TASK STATEMENT: Write how many lines in the records below include the string "document". No other text should be given.

GIVEN DATA:
= = = = = = =

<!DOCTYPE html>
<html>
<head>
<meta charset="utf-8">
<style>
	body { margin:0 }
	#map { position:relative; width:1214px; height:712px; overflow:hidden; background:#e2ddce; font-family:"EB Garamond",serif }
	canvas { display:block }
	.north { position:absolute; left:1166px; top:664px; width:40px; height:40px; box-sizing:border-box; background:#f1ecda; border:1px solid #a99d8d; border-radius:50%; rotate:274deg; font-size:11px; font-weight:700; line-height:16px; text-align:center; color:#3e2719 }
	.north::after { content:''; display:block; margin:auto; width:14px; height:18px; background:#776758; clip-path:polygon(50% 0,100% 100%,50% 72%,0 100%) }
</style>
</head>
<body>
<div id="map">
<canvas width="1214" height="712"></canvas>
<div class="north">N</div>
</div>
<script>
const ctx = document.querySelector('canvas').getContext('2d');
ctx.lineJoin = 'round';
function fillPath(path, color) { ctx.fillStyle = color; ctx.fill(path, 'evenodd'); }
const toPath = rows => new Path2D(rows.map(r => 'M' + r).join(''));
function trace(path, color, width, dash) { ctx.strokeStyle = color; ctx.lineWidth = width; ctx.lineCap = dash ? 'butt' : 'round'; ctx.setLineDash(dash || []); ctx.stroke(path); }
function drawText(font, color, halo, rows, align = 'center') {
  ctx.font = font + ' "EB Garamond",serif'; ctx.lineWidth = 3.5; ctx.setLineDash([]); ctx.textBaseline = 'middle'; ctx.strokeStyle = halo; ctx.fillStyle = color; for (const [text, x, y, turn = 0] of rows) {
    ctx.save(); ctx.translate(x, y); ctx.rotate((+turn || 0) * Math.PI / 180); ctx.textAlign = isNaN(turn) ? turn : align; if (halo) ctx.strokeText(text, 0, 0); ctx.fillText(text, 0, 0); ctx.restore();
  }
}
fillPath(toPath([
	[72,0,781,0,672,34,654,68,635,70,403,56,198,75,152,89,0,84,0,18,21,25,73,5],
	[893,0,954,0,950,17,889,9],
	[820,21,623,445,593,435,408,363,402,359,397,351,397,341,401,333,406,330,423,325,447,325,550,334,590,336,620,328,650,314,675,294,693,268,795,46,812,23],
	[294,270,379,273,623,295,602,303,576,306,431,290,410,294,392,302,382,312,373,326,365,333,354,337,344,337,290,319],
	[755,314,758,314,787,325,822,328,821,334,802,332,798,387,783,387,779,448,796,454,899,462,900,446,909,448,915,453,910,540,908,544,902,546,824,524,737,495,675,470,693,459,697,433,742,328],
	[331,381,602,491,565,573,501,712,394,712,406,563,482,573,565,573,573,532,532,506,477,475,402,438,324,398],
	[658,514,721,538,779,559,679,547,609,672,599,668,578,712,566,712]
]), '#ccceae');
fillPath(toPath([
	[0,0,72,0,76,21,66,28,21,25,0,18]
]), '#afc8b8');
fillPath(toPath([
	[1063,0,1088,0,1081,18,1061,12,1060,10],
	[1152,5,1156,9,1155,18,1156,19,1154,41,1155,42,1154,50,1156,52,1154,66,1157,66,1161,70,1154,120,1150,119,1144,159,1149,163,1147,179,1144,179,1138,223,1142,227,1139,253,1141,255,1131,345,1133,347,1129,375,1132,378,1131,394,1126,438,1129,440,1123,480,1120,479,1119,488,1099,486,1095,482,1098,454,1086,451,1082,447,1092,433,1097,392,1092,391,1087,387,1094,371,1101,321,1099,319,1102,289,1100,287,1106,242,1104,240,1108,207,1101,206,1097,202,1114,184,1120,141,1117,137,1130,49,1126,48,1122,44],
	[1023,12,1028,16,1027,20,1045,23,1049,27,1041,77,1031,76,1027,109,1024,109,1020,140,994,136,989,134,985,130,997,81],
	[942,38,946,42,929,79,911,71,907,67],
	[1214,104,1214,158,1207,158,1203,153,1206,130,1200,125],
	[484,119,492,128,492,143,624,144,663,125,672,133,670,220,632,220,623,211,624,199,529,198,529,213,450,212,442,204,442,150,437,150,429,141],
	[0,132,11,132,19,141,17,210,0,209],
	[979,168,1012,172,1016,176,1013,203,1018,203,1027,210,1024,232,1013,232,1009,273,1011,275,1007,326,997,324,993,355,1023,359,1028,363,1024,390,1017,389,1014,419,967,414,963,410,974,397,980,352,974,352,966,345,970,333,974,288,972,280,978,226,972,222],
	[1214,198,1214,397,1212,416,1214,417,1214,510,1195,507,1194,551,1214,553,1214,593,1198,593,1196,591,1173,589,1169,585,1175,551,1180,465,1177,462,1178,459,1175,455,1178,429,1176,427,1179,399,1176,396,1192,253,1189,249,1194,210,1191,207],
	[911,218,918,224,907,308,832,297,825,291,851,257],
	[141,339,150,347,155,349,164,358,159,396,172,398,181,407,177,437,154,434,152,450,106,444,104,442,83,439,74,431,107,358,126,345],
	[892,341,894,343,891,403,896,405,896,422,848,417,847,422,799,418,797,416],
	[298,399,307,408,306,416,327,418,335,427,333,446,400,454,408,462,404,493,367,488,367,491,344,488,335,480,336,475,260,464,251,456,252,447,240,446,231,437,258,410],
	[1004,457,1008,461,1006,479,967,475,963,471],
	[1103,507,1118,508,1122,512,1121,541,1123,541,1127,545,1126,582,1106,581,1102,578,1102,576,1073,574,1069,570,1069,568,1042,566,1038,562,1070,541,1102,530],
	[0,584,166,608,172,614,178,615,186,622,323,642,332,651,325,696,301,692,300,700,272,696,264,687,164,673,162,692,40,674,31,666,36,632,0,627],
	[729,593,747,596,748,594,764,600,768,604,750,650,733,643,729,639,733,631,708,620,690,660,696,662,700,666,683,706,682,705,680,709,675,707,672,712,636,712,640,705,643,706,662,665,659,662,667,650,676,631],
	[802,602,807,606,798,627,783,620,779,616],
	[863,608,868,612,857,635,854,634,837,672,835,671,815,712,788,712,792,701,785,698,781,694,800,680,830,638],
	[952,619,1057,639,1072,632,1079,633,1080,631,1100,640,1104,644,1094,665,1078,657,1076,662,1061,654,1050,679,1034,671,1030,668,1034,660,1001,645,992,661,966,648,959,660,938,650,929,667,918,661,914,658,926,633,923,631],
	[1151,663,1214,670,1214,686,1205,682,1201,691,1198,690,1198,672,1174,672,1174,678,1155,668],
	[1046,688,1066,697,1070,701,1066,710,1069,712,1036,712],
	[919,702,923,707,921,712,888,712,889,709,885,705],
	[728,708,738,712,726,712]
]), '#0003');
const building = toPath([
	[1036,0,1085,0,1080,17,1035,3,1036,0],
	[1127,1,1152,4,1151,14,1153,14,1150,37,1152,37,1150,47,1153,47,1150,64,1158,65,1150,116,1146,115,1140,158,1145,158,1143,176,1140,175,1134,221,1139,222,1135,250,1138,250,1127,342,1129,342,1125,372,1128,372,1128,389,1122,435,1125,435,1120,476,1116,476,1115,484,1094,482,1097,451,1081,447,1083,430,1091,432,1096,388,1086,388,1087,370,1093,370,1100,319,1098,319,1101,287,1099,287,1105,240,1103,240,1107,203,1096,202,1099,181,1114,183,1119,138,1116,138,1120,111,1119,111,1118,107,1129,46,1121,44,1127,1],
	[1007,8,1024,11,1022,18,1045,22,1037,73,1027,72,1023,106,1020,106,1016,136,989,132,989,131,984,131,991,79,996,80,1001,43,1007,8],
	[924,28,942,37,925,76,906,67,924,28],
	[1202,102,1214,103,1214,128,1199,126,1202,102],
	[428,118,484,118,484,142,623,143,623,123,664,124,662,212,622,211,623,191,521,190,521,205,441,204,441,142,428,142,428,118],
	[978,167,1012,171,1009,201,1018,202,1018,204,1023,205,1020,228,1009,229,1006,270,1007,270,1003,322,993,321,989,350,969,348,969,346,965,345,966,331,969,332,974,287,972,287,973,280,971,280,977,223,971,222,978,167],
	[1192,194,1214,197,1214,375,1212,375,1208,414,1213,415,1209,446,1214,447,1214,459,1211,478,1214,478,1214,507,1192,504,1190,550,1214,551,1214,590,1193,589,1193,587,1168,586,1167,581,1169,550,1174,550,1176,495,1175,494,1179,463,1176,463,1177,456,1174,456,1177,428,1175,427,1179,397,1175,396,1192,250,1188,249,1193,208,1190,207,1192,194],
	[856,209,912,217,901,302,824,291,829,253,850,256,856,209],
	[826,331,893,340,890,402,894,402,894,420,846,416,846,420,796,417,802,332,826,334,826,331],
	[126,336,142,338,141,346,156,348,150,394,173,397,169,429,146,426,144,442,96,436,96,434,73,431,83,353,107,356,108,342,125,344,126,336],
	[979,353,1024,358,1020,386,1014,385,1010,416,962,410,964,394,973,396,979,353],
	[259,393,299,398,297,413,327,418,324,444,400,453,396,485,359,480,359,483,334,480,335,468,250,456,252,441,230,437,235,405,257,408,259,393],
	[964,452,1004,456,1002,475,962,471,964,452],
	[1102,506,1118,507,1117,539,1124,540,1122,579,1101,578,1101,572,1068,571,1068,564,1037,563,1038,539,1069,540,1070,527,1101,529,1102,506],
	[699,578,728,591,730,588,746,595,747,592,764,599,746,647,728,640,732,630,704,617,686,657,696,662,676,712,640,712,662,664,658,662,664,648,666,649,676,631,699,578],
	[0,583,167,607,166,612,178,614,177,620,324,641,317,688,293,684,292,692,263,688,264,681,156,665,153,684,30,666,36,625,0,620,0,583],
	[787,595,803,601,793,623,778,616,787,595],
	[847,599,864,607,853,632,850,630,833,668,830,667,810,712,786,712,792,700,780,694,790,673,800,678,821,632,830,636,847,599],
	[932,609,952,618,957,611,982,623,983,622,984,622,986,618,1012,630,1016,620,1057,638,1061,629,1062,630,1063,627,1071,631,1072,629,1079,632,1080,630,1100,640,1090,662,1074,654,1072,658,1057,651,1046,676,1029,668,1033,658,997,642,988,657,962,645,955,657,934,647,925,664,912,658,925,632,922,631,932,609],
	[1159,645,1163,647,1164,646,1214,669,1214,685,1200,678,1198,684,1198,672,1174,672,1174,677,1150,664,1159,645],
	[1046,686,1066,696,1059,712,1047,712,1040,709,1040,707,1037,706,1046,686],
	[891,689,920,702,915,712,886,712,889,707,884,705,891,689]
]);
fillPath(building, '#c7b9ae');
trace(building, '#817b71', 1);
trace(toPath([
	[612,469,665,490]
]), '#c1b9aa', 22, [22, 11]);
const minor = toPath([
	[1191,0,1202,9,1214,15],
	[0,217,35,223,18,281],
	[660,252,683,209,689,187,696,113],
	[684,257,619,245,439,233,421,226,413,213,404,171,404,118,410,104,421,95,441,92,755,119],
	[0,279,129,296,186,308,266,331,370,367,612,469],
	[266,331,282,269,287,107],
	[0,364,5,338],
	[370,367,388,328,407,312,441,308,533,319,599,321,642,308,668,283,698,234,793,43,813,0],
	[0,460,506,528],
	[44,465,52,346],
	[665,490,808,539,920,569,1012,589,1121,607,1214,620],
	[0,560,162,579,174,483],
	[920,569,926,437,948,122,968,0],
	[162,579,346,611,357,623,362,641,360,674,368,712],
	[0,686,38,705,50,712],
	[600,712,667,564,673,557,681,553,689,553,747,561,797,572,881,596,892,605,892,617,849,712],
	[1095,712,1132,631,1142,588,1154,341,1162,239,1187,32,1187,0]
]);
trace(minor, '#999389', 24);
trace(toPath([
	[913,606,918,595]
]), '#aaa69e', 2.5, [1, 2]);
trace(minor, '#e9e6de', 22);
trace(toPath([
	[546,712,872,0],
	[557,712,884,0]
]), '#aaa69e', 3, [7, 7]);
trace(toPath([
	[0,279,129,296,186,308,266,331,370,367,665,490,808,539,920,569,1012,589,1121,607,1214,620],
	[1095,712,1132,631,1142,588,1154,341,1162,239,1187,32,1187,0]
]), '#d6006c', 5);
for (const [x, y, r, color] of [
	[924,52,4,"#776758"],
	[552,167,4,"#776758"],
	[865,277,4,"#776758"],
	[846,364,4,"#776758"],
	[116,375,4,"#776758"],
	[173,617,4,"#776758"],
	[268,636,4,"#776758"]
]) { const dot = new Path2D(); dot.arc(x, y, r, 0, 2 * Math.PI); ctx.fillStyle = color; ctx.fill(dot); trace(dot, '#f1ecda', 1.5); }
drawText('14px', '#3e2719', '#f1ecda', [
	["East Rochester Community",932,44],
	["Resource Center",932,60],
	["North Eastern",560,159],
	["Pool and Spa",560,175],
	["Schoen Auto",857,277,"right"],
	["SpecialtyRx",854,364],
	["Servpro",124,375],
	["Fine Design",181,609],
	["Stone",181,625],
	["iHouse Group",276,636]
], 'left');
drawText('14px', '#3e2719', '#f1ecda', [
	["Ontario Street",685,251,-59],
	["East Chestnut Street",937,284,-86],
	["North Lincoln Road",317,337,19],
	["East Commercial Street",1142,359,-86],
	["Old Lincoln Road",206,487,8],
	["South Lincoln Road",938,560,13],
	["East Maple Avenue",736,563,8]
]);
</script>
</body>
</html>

= = = = = = =

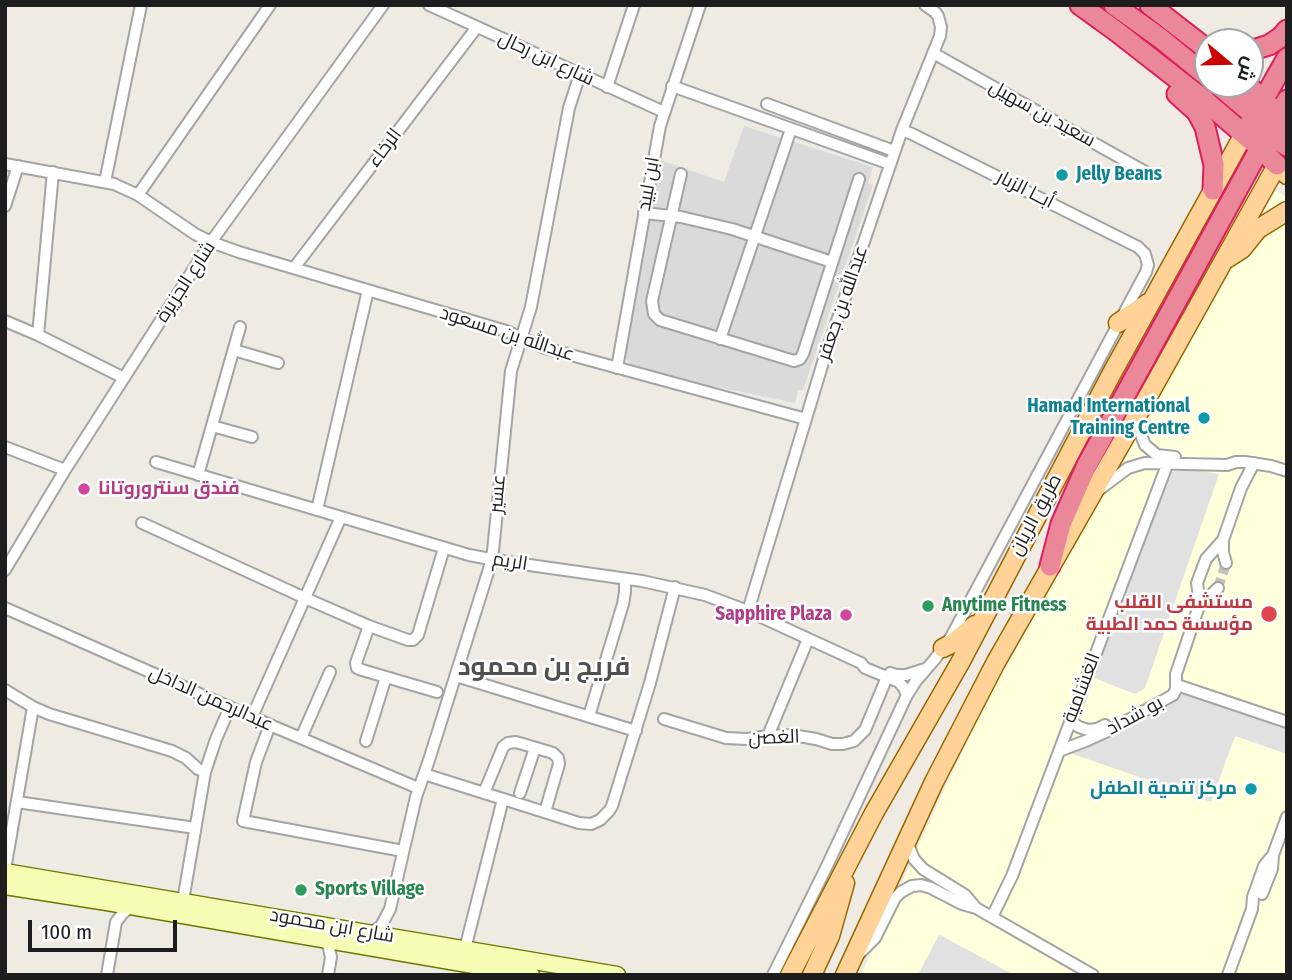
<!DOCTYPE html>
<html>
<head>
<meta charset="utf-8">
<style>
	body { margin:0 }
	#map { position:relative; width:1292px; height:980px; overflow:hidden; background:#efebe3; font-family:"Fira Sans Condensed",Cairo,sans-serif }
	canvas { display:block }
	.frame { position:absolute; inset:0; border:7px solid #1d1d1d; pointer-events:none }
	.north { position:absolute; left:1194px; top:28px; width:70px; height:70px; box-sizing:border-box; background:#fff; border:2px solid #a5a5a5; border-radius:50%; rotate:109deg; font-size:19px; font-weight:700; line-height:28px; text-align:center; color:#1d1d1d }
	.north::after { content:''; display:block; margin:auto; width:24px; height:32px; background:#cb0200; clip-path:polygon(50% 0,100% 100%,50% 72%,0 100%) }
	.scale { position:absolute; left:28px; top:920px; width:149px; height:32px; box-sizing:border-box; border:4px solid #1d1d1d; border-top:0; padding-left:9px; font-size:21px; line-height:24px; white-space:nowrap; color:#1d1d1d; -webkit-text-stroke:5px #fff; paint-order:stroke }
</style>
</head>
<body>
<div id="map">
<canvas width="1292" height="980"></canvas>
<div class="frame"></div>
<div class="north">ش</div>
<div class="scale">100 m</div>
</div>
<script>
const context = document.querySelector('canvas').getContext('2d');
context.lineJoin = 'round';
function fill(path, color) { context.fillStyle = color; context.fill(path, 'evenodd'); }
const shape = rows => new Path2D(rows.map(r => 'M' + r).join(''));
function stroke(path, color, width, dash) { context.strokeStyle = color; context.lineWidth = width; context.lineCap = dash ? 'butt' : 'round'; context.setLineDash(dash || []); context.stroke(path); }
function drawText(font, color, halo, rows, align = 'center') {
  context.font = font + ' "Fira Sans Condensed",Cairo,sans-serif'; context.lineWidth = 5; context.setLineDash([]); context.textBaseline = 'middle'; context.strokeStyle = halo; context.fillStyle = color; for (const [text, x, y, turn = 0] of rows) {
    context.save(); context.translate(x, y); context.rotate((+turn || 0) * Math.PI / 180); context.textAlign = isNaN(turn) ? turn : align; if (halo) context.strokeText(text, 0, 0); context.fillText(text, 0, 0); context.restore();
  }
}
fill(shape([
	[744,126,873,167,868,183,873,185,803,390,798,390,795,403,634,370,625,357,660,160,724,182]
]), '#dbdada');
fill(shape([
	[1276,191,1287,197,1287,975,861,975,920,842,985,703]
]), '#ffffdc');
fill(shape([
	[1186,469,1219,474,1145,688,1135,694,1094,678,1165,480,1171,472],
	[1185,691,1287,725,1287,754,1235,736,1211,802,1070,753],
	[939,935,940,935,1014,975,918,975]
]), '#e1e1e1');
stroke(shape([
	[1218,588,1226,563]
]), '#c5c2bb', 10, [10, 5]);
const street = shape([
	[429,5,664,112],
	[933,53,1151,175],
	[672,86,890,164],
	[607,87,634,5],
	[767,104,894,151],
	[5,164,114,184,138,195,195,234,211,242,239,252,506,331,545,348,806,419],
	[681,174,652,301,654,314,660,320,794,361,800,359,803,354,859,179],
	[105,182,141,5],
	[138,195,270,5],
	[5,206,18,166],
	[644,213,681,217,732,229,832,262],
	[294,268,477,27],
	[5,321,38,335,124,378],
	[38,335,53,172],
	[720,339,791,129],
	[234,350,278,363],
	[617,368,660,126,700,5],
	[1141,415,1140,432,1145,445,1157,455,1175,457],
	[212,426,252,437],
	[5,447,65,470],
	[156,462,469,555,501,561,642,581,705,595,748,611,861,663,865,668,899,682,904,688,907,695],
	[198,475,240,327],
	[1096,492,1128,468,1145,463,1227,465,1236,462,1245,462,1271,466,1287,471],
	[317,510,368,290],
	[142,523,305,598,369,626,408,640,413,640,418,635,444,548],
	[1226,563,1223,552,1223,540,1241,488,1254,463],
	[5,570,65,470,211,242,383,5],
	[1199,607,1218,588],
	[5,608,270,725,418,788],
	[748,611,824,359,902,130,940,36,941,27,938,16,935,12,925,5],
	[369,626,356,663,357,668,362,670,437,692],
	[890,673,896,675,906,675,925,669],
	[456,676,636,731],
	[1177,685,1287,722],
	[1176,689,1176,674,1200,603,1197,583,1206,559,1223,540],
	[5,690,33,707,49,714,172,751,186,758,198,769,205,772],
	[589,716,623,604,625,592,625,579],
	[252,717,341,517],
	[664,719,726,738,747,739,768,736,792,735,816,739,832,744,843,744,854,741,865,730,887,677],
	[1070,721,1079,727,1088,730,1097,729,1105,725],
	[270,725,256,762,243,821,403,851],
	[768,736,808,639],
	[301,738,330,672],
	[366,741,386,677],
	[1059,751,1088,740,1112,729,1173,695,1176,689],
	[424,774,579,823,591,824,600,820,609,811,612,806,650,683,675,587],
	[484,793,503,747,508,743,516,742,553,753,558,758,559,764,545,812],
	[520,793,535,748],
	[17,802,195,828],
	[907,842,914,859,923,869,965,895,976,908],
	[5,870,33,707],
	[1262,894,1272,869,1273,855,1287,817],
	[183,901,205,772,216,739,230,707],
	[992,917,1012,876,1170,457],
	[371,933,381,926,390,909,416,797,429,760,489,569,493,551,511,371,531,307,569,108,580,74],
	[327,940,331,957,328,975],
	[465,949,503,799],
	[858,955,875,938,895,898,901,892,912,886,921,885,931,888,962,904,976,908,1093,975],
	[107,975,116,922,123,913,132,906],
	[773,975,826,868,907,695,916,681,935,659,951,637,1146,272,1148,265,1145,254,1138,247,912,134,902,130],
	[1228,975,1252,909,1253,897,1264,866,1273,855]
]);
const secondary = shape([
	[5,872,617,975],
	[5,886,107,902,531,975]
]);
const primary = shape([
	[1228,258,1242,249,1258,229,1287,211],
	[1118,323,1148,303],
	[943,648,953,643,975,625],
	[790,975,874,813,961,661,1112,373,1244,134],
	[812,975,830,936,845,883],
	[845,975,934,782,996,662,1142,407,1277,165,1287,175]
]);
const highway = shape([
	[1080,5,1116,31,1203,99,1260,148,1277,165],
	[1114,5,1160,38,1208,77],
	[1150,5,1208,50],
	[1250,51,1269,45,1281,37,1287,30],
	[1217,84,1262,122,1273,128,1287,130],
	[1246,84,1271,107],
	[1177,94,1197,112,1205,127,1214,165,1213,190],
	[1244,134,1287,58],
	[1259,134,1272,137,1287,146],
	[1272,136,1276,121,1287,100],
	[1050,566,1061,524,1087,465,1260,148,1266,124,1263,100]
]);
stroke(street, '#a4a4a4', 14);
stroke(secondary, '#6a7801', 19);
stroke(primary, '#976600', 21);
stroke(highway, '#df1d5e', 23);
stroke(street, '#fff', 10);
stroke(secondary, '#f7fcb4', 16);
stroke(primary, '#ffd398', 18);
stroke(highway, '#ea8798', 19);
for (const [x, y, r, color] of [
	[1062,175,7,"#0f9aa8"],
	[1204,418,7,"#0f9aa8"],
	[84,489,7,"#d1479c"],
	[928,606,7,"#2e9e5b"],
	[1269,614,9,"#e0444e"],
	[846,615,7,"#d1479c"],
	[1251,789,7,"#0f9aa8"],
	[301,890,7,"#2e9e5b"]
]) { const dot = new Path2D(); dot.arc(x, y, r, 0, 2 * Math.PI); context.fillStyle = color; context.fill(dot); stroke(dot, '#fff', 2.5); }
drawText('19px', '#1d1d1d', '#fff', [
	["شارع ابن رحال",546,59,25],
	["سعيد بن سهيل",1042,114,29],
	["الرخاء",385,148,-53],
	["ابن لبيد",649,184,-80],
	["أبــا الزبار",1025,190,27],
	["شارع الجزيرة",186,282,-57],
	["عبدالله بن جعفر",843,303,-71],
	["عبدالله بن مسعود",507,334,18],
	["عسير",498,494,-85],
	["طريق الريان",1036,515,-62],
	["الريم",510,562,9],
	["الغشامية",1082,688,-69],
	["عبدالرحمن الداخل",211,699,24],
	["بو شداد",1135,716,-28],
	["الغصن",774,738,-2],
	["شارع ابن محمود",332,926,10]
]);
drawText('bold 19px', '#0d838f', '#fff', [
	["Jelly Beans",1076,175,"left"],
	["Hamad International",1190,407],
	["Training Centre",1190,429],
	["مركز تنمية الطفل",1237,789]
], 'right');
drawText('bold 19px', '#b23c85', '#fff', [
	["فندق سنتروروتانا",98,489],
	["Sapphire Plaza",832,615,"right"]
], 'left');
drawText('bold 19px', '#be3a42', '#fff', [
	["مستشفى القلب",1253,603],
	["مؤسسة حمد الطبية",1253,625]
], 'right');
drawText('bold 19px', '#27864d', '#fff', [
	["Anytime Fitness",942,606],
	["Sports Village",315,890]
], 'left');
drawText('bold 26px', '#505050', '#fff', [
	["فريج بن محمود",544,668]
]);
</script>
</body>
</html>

= = = = = = =

FINAL ANSWER: 2